[Stored data entries]
##############################
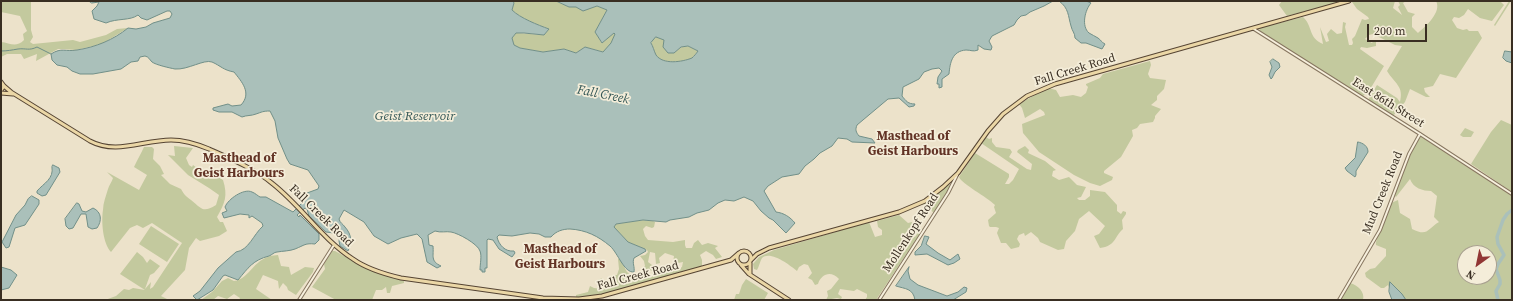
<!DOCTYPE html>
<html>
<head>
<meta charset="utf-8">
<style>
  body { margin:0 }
  #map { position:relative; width:1513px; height:301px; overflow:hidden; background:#ece2ca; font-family:"Source Serif 4",serif }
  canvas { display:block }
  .frame { position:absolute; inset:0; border:2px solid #392e22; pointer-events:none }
  .north { position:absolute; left:1457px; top:245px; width:40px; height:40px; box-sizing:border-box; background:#f4edd9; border:1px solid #a9a190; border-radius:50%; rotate:213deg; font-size:11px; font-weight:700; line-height:16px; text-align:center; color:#392e22 }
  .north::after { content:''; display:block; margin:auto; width:14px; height:18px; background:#913634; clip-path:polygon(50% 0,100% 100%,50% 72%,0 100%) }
  .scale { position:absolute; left:1367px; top:24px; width:60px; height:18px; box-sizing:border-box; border:2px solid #392e22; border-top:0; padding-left:5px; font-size:12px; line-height:14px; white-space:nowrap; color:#392e22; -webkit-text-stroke:3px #f4edd9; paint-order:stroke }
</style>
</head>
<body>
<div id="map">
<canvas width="1513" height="301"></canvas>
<div class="frame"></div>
<div class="north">N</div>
<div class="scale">200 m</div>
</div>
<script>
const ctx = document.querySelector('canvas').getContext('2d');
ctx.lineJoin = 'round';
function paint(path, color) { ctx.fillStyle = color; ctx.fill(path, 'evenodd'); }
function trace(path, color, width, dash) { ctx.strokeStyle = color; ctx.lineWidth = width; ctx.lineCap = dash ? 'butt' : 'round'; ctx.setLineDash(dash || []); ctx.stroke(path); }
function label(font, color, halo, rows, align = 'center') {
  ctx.font = font + ' "Source Serif 4",serif'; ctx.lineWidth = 3.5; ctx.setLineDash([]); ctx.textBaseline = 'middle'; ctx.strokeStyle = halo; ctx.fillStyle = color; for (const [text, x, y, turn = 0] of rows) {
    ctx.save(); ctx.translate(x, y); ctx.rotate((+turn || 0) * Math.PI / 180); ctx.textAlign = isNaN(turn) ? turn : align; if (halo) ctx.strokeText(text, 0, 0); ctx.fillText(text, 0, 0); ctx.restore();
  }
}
const green = new Path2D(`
  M1,1H31V30L33,37L30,42L33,44L73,40L80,42L106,35L117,29L128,28L102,44L76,50L64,49H58L36,61L37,54L24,59L21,54H7L1,57V42C10,43 16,48 24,40L23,34L27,31L20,16L1,12Z
  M513,1H556L569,7H576L583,10L597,6L607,10L595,32L602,43L614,33L616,34L611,43L604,52L585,47L576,53L564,49L543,52L520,48L514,45L512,38L516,33L544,35L549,29C538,25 520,18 512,10L514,3Z
  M1282,1H1337L1336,3L1287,16L1279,5Z
  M1354,1H1395L1393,8L1402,15L1398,7L1400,5L1398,1H1406L1403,3L1408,12L1415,14L1412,17V27L1418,33C1426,26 1442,12 1436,1H1500L1504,5L1492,21L1480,18L1468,9L1464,15L1459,18L1454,17L1452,20L1457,28L1463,30L1467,29L1469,31H1478L1482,38L1456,78L1440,74L1433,86L1424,88L1425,92L1430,97H1426L1410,89L1405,102L1393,116L1368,100L1377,85L1397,98L1400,102C1404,86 1395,84 1387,71L1402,46L1395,45L1373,34L1369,35L1365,39L1372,43L1374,40L1376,42V46L1367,48L1361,47L1360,49L1384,66L1369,91L1363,96L1259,31L1260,28L1264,27L1303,17C1313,26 1308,38 1323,44L1320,27L1326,42L1329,41L1327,34L1331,29L1337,34L1342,33L1343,22L1346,23L1345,27L1349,45H1352L1353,43L1352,39L1355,36L1362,19L1365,20L1369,19L1368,17L1357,9L1352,2Z
  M1509,1H1511L1495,26L1494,25Z
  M656,36L664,40L674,53C684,44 687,45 698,51C696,53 694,56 692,58C682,62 663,65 656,55C654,51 653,46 651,43Z
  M1150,61L1151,65L1148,74L1150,78L1166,80L1164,89L1157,96V100L1151,105L1161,109L1155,116V118L1153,122L1140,124L1137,128L1132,130L1133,136L1121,157L1104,171V173L1113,177L1112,180L1100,186L1090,183L1074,175L1039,152L1023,133L1022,124L1045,115L1044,112L1040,109L1025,118L1022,108L1019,104L1040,92L1048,88L1056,90L1060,97L1073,95L1081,97L1086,93L1088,87L1086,85V84L1100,78L1103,74Z
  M1501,120L1512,125V192L1471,164L1491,132Z
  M1465,128L1474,132L1471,137H1463L1460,135Z
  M1420,136L1512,196V300H1395L1388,285L1384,288H1381L1366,277L1365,273L1370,269L1375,268L1386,256V249L1376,245C1375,239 1388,212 1391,203L1398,200L1400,213L1410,219L1412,229C1428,237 1427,229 1439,222L1434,217L1437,196L1431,191C1423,191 1413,188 1410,179L1396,197L1394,195L1409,156ZM1465,253H1489V277H1465Z
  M986,137L989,139L992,138V142L996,147L1010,149L1012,152L1009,157L1027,169L1031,170L1032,164L1017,152L1018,150L1025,146L1029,150L1028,153L1045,161L1056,170L1053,171L1052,176L1059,180L1069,177L1077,185L1086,187L1081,197L1077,198L1079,200H1085L1090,196V190L1105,192L1117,205V211L1121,214L1123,211L1126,212V214L1122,220L1123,229C1114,237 1116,246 1100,248L1094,236L1099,234L1105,226L1089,211L1079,219L1075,231L1066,241L1064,249L1058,250L1040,242L1038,238L1031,232L1025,236L1024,233L1019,235L1017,239L1020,244L1019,247L1011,249L1006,243H1001L997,233L999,228L996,227H990L989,226L988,220L996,213L994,207L995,205C987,197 962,184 959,177L975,153L1009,174V177L1005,184H1009L1013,180L1019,169L981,143Z
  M174,146L193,148L186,158L189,165L192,167L193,165L202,172L213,174L223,180C228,196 225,203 217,217L220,222H223L227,231L219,236L200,241L196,238L189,248L185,270L161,296L169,300H105L116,296L124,289L129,290L133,288L145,290L120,274L137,252L143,257L147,263L150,259L160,266L154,273L150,275L145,289L151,282L150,289L153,287L182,243L152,223L143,228L137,225L130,228L111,252C103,244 101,221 103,210C103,203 106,196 108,189C109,185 112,182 113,178L107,172L139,190L147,175L134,167C137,160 141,154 144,147H152L154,149L153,159L160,166L164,174L161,175L170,184L181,189C185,196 185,195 191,200C202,209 203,213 216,205L219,195L209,188L188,175L168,155L175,156Z
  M950,184L949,189L934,213L922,203Z
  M899,215L908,223L912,222L914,225L908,229L907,234L915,237L921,228L923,229L876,300H865L867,297V294L857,289L854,291L840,289L838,294L842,297L841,299L837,298L826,300L828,296L827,291L831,289L839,279C831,270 821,274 818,284L815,285L812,280L808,278L812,273L808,265L804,264L799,267L797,271C790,265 770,250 762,258C760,261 759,267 757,270L754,269L753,264L759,257L774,250L869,222L875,237L882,235V230L878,227L877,221Z
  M643,220L653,221L655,222L654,227L652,228L646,226L643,229L645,236L648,240L673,242L685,240V245L686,248H692L694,243L698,240L702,245L708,243L718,246L715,248L722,257L716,259L713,255L706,251L700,255L702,260V266L589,298L576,297V295L588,292L590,286L594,288L602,289L597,282L598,280L602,278L603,283L607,287L611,286L614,281V275H617L619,269L618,259H620L627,272L631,275L630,278L631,280L637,278L640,279L646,275H652V271L643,268L645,266L644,261L640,256L645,255L648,252L647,250L628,242L614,227L616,224ZM650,252L655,253L656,264L660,263L659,258L665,253L674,256L673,264L683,262L682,267C677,270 674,267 668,268C665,268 662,269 658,270L656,272L657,275H654L656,268L648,262Z
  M151,226L179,244L167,262L139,244Z
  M332,251H335L366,268L404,281V283L392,286L390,293H387L386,287L382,290H376L372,300H336L312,287L325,269L324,264Z
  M278,255L281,266L289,267L291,275L305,267L314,268L313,272L296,295L288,290L287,287L283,283L279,289L278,281L263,275L256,289L272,300H239L240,298L234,294L227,299L218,296L213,300H201L212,292L222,281L228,278L234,281C251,279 253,256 278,255Z
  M746,279L768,293L764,300H734L736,294H739L742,285Z
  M1350,283C1358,285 1365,292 1363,300H1340Z`);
const water = new Path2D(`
  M89,1H513L514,3L512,10C520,18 538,25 549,29L544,35L524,33H516L512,38L514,45L520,48L543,52L564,49L576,53L585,47L603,52L611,43L615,34L614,33L602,43L595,32L607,10L597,6L583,11L576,7H569L556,1H1053L1044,6L1030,12L1026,15L1021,16L1017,20L1014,25L992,36L989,41L992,47L991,50L984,49L978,45V50C973,52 971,50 966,50C952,51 950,63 949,74L942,79V87L939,88V84H937L938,77L942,71L939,68L932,69L924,72L919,79L903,87L902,96C906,101 908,104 915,104L914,106L909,107L899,98L888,99L857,125C855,130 856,132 859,136L872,139L875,143L852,142L847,139L838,138L832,146L820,153L814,159L805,166L799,174L782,177L768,186L764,191L776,212C784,213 790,217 795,223L786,233L773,220L769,218L761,211L753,201L744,197L734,201L725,200L718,203L709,210L697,213L689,217L670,220L666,222L643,220L616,224L614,227L628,242L645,249L646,251L634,258C632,263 635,267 634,272C624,273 618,253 610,246C598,236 586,230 570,229C563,229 556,231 551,237H545L539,234L530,233L512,236L499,235L497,237C499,245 505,252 514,251L515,253L512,257L499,249L493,240L488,239L487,240V268H485V272H482V270H480C480,264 482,256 480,251C478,244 458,233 451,232C446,231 441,233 435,231L428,235L429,245L433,246C434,256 430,261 441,266L437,268L427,262L422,239L417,234L401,238L388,244L374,236L364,222L344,210L339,219C340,223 343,224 345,227C352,235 352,242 348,251L340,246L339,241L340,236L334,233L326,232L309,216L307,209L305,208L297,215L299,217L300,215L319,234V240L315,244C305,243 305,245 295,249C290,251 283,251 277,252C274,252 272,255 269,256C253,260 248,268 238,280L225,275L223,276L213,290L197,300L193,296L200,291L218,268L236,252C249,250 253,235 263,226L262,223L252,216L249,218V215L240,214L224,218L222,213L227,211L225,207C228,199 244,188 252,192C255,193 258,196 260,197H266L293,212L306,199L307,193L318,189L319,186L308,170L290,164L287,159L278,138L275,121L270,111C263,111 262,112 256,114C251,116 247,115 242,117L232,112H219L213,110V108L228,104L232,106L241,105C252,93 242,82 234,72C223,70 221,66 212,62C204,59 188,70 175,69C170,68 156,65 152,62C149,59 149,57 145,56L140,57L138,61L131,62L121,69L93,74H80L72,71L67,67L57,65L52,60L51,54C62,47 65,52 77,50C96,47 113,40 128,28L136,29L146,27L153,23L170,18L172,14L170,11H167L147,20L141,18L138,15C130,21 117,18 106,23L94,19L92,11L97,6L99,2L92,3ZM656,37L664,40L663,47L668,53H674L681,47L688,46L698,51C696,54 694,56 692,58C682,62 663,65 656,55C654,51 653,46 651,43Z
  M1059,1H1086L1091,3C1085,10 1081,26 1089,33C1092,35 1095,36 1098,38C1101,40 1101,42 1105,44L1102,49L1086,43H1081L1075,38C1075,33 1072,31 1071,26C1068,16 1069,8 1059,1Z
  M1505,51L1512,52V63L1506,61L1503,58Z
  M1273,59L1279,63L1280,67L1275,72L1272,78L1271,79L1269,75L1272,67L1270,62Z
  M1358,142C1363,143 1368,146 1368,152L1356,171V175L1355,177L1347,171L1345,168L1355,158Z
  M53,165L59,168L60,172L46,195L42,196L37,193V191C44,183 54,179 52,167Z
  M32,196L39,200V204L25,225L15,228L9,247L6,248L2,242L16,215L25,205L28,199Z
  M77,203L79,204L82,211L86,212L93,208C102,212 102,221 97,228L92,229L88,227L86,214H81L73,228L69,229L66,226L65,219Z
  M925,236L929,237L926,244L938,253L950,260L958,254L960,259L954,263L948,265L927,254L915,255V252L921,246Z
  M1,267L11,270L17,275L9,288L1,290Z
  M909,267L908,271L910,279L918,285L947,296L958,292L964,287L967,288L966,292L953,300H915C913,288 905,289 896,286Z
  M1390,282L1402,294L1406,300H1392L1389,292Z`);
const stream = new Path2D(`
  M1,51C7,51 12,50 18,49C26,48 29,51 37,47L51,54`);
const river = new Path2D(`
  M1498,300L1496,291L1500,284V280L1496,269L1498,264L1504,255L1498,244L1497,237L1503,220L1507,214L1512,210`);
const minor = new Path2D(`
  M1254,29L1420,134L1512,194
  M299,300L334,245
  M879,300L948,193L957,175
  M1339,300L1380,230L1409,154L1420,134`);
const major = new Path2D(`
  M1,82L4,86L1,90
  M4,86L11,92L90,141C116,155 143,140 171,140C183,140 197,144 209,149C231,159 255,169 273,184C302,207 322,239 353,259C367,269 384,274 401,278L543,298L579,299L602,296L731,260L739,253
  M1,93L13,94
  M737 258a7 7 0 1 1 14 0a7 7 0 1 1-14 0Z
  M751,260L757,254L769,248L899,212L925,201L943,187L958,173L988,131L1003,114L1027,96L1055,84L1349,1
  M750,263V274
  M741,265L749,274L789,300`);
const streetNames = [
  ["Fall Creek Road",1075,70,-17],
  ["East 86th Street",1388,103,32],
  ["Mud Creek Road",1383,193,-68],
  ["Fall Creek Road",321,216,44],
  ["Mollenkopf Road",911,233,-57],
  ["Fall Creek Road",638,276,-15]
];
const waterNames = [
  ["Fall Creek",603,95,11],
  ["Geist Reservoir",415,117]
];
const neighbourhoodNames = [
  ["Masthead of",913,137],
  ["Geist Harbours",913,152],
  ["Masthead of",239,159],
  ["Geist Harbours",239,174],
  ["Masthead of",560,250],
  ["Geist Harbours",560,265]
];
paint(green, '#c3c99e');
paint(water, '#aac0ba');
trace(water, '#718f88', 1);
trace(stream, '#718f88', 1);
trace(river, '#aac0ba', 3.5);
trace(minor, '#877660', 4);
trace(major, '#543', 5);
trace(minor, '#f7f0dd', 2);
trace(major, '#ebd7a6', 3);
label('12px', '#392e22', '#f4edd9', streetNames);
label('italic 13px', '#335756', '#f4edd9', waterNames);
label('bold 13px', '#623325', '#f4edd9', neighbourhoodNames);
</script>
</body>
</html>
##############################
Search the entries for the word "function". Copy every line where it occurs.

function paint(path, color) { ctx.fillStyle = color; ctx.fill(path, 'evenodd'); }
function trace(path, color, width, dash) { ctx.strokeStyle = color; ctx.lineWidth = width; ctx.lineCap = dash ? 'butt' : 'round'; ctx.setLineDash(dash || []); ctx.stroke(path); }
function label(font, color, halo, rows, align = 'center') {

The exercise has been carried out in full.